Membrane Cholesterol Inhibits Progesterone-Mediated Sperm Function through the Possible Involvement of ABHD2

by Luca De Toni, Ilaria Cosci, Iva Sabovic, Andrea Di Nisio, Diego Guidolin, Federica Pedrucci, Federica Finocchi, Stefano Dall’Acqua, Carlo Foresta, Alberto Ferlin and Andrea Garolla

Int. J. Mol. Sci. 2023, 24(11), 9254; https://doi.org/10.3390/ijms24119254 - 25 May 2023

Cited by 1 | Viewed by 1206

Abstract

Abhydrolase domain containing 2-acylglycerol lipase (ABHD2) was recently claimed as the membrane receptor of progesterone (P4) in sperm cells, mediating cell processes such as sperm chemotaxis and acrosome reaction. Here, we investigated the role of membrane cholesterol (Chol) on ABHD2-mediated human sperm chemotaxis. Human sperm cells were obtained from twelve normozoospemic healthy donors. ABHD2–Chol interaction was modelled by computational molecular-modelling (MM). Sperm membrane Chol content was depleted by incubating cells with cyclodextrin (CD) or augmented by the incubation with the complex between CD and Chol (CD:Chol). Cell Chol levels were quantified by liquid chromatography-mass spectrometry. Sperm migration upon P4 gradient was evaluated through the accumulation assay in a specific migration device. Motility parameters were evaluated by sperm class analyzer, whilst intracellular calcium concentration, acrosome reaction and mitochondrial membrane potential were evaluated with calcium orange, FITC-conjugated anti-CD46 antibody and JC-1 fluorescent probes, respectively.

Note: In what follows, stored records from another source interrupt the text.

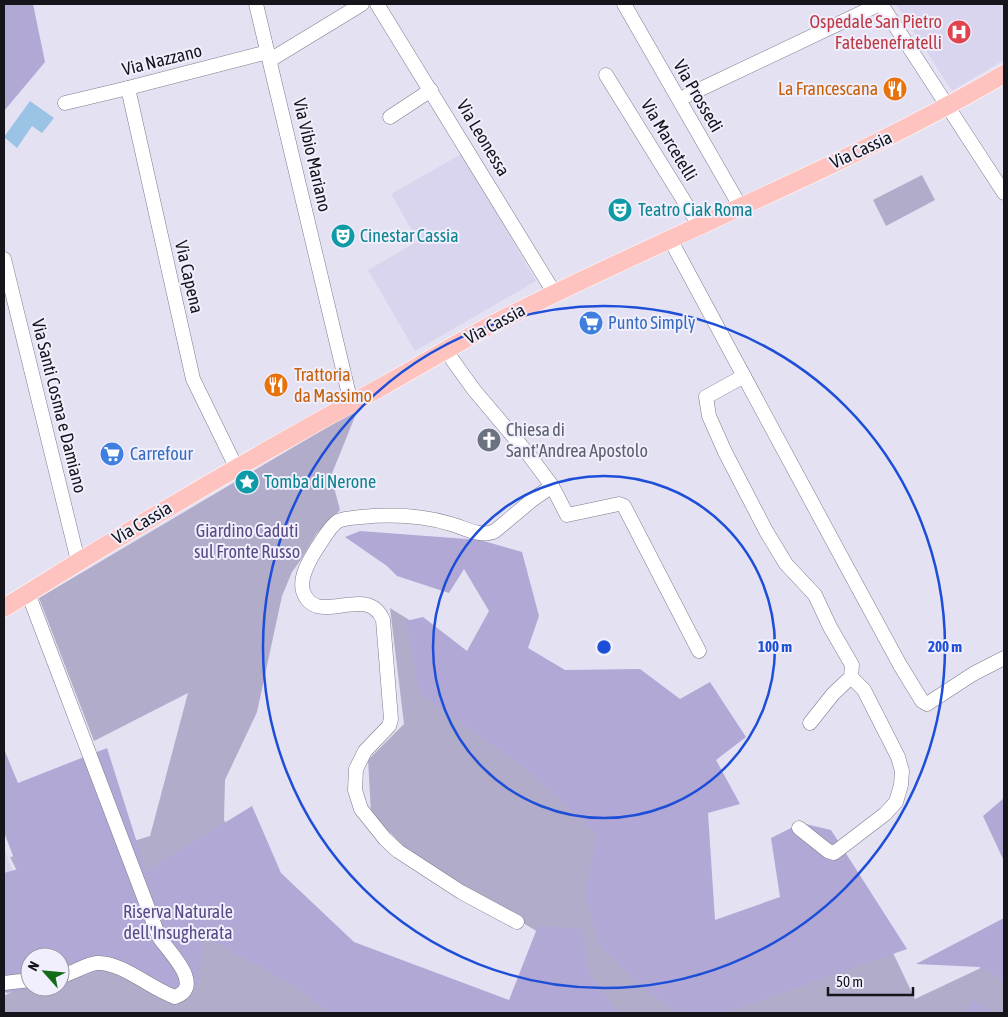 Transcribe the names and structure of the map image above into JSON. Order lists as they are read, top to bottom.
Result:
{
  "streets": {
    "main road": ["Via Cassia"],
    "street": [
      "Via Nazzano",
      "Via Prossedi",
      "Via Leonessa",
      "Via Marcetelli",
      "Via Vibio Mariano",
      "Via Capena",
      "Via Santi Cosma e Damiano"
    ]
  },
  "crossings": [
    ["Via Nazzano", "Via Vibio Mariano"],
    ["Via Nazzano", "Via Capena"],
    ["Via Prossedi", "Via Cassia"],
    ["Via Leonessa", "Via Cassia"],
    ["Via Marcetelli", "Via Cassia"],
    ["Via Cassia", "Via Vibio Mariano"],
    ["Via Cassia", "Via Capena"],
    ["Via Cassia", "Via Santi Cosma e Damiano"]
  ],
  "parks": ["Giardino Caduti sul Fronte Russo", "Riserva Naturale dell'Insugherata"],
  "places": {
    "hospital": ["Ospedale San Pietro Fatebenefratelli"],
    "restaurant": ["La Francescana", "Trattoria da Massimo"],
    "theatre": ["Teatro Ciak Roma", "Cinestar Cassia"],
    "supermarket": ["Punto Simply", "Carrefour"],
    "church": ["Chiesa di Sant'Andrea Apostolo"],
    "place": ["Tomba di Nerone"]
  },
  "scale_bar": "50 m",
  "north": "top left",
  "rings": ["100 m", "200 m"]
}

MM analysis showed the possible stable binding Chol to ABHD2, resulting in to major impact on the protein backbone flexibility. The treatment with CD was associated with a dose-dependent increase in sperm migration in a 160 nM P4 gradient, together with increase in sperm motility parameters and levels of acrosome reaction. The treatment with CD:Chol was associated with essentially opposite effects. Chol was, thus, suggested to inhibit P4-mediated sperm function through the possible inhibition of ABHD2. Full article

(This article belongs to the Special Issue Recent Advances in the Physiology of Ion Channels in Sperm Cells)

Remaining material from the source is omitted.